▶ [REQUIRED ACTION]
Only lines holding "canvas" are needed; copy each of them from the data below.

▶ [DATA]
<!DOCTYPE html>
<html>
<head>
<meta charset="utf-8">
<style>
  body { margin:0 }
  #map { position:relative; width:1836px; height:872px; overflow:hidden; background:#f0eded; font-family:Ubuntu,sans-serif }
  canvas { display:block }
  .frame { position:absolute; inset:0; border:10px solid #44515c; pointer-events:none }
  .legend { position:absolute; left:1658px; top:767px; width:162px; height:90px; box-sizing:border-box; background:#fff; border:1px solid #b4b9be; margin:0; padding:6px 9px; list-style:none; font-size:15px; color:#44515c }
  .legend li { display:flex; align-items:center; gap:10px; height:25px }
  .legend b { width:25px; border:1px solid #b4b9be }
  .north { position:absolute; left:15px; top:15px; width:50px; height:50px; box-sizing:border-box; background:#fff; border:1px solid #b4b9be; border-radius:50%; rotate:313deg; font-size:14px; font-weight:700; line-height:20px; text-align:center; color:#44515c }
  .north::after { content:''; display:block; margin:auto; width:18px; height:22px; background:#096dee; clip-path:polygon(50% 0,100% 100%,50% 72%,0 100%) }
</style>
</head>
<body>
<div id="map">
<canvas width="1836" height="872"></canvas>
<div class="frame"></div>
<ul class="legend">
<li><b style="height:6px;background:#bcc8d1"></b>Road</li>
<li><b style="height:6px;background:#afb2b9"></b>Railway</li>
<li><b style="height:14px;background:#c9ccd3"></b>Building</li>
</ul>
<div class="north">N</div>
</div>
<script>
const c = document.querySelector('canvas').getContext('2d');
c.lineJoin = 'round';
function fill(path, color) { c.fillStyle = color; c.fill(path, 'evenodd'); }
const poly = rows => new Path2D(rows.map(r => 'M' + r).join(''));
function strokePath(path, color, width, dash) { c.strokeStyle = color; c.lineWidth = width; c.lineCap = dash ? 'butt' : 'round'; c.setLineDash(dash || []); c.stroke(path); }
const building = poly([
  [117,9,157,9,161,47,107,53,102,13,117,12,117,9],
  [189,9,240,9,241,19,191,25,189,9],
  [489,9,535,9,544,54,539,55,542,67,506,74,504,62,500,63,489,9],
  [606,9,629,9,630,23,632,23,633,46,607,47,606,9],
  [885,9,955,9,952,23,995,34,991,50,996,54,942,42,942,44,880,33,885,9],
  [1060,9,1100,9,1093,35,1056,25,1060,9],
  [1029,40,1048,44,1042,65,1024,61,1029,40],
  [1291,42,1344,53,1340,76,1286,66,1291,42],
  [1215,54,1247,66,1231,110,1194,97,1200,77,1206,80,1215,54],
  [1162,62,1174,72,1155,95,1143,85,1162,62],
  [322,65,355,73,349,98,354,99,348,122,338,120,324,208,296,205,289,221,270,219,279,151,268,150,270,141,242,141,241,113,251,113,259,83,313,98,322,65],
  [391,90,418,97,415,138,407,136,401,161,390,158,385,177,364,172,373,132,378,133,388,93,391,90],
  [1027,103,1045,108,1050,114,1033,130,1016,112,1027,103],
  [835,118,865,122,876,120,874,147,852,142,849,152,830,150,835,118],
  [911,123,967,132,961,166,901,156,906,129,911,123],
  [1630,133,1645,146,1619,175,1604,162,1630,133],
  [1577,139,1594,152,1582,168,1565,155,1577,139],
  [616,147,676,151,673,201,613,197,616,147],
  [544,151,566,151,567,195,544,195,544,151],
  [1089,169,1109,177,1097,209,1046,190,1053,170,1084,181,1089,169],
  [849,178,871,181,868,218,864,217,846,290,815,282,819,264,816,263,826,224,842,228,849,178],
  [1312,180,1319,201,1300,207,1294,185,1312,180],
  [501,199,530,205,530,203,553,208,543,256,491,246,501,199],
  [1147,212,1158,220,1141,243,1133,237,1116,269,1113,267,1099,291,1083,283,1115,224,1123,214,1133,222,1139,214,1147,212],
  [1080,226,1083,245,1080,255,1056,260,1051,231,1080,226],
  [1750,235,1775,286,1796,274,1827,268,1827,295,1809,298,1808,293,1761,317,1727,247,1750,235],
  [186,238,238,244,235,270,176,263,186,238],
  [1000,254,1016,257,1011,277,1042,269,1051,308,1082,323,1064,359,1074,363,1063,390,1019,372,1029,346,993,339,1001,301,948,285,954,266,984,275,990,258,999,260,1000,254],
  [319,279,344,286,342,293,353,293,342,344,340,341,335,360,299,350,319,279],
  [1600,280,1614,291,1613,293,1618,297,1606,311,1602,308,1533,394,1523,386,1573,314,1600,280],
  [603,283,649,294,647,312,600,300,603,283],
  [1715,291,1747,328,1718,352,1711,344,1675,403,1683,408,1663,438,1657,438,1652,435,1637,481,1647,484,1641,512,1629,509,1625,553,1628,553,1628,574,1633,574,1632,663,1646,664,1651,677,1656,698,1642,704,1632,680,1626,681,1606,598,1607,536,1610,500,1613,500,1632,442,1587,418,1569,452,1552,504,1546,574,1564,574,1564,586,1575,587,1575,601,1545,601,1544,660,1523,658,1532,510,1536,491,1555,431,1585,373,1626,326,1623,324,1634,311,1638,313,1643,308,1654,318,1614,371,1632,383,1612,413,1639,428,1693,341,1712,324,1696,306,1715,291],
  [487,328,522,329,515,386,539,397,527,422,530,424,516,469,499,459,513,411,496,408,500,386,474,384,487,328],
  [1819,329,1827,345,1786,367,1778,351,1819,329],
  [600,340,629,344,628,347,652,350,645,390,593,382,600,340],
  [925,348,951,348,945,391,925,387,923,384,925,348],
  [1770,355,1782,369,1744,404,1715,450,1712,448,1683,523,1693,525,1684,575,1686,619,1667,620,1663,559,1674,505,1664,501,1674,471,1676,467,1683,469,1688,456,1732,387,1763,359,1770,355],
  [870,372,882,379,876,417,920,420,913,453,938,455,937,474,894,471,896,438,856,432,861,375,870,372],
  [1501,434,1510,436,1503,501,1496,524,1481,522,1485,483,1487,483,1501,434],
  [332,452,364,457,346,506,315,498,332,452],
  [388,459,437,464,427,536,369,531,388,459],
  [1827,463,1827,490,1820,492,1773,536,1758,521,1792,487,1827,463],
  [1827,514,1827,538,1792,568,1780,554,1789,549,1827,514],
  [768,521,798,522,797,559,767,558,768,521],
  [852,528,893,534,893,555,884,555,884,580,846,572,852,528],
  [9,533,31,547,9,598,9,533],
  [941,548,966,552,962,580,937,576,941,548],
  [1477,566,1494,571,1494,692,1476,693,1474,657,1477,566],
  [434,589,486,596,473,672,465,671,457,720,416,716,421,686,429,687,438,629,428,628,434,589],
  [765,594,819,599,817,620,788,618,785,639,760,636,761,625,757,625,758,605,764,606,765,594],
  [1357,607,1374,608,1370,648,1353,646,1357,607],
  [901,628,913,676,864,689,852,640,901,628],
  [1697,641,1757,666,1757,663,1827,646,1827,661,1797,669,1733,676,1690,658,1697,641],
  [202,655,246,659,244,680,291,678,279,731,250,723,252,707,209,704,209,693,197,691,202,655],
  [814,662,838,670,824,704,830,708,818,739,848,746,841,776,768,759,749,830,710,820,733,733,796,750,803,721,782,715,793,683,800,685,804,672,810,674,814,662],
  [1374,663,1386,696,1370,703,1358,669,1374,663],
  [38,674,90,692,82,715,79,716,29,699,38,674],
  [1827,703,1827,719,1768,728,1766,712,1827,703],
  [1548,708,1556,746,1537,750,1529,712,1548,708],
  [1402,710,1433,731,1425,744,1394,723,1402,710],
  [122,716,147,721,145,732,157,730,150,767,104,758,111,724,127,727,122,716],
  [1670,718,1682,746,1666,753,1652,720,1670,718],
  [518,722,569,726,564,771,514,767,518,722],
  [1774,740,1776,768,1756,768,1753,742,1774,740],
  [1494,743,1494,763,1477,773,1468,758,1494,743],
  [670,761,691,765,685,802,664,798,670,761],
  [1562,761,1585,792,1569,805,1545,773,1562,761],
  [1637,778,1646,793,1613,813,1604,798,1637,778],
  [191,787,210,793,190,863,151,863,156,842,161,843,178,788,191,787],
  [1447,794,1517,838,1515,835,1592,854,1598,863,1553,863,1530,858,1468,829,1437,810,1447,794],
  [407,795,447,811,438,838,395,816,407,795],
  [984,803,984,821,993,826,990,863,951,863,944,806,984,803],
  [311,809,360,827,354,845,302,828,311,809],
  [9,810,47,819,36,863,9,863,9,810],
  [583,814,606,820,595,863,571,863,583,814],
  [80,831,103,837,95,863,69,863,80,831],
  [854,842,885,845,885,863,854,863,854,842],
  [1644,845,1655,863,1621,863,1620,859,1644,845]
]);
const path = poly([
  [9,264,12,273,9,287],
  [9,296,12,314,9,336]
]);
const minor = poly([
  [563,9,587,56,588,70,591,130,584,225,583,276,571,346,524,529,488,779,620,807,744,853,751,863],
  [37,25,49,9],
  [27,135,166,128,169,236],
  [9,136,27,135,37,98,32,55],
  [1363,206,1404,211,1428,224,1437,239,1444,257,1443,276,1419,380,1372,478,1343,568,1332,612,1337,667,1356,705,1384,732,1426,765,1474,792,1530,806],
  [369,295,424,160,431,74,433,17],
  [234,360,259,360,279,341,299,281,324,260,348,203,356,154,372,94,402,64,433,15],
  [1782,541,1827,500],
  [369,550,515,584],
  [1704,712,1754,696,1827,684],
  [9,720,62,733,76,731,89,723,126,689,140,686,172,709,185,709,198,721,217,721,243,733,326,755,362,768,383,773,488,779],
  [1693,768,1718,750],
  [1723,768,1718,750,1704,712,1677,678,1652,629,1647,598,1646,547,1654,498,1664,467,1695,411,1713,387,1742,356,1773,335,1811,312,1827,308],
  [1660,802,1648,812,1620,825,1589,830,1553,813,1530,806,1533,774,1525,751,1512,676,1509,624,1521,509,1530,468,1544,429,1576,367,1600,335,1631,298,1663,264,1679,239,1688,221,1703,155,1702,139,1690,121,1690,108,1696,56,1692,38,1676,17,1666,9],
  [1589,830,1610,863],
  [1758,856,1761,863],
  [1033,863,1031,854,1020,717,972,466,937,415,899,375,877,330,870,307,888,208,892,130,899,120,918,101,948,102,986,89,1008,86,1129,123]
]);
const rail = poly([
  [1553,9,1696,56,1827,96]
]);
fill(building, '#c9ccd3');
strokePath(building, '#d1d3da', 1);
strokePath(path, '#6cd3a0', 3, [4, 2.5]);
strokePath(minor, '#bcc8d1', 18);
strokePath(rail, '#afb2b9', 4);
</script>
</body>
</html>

▶ [EXERCISE ANSWER]
  canvas { display:block }
<canvas width="1836" height="872"></canvas>
const c = document.querySelector('canvas').getContext('2d');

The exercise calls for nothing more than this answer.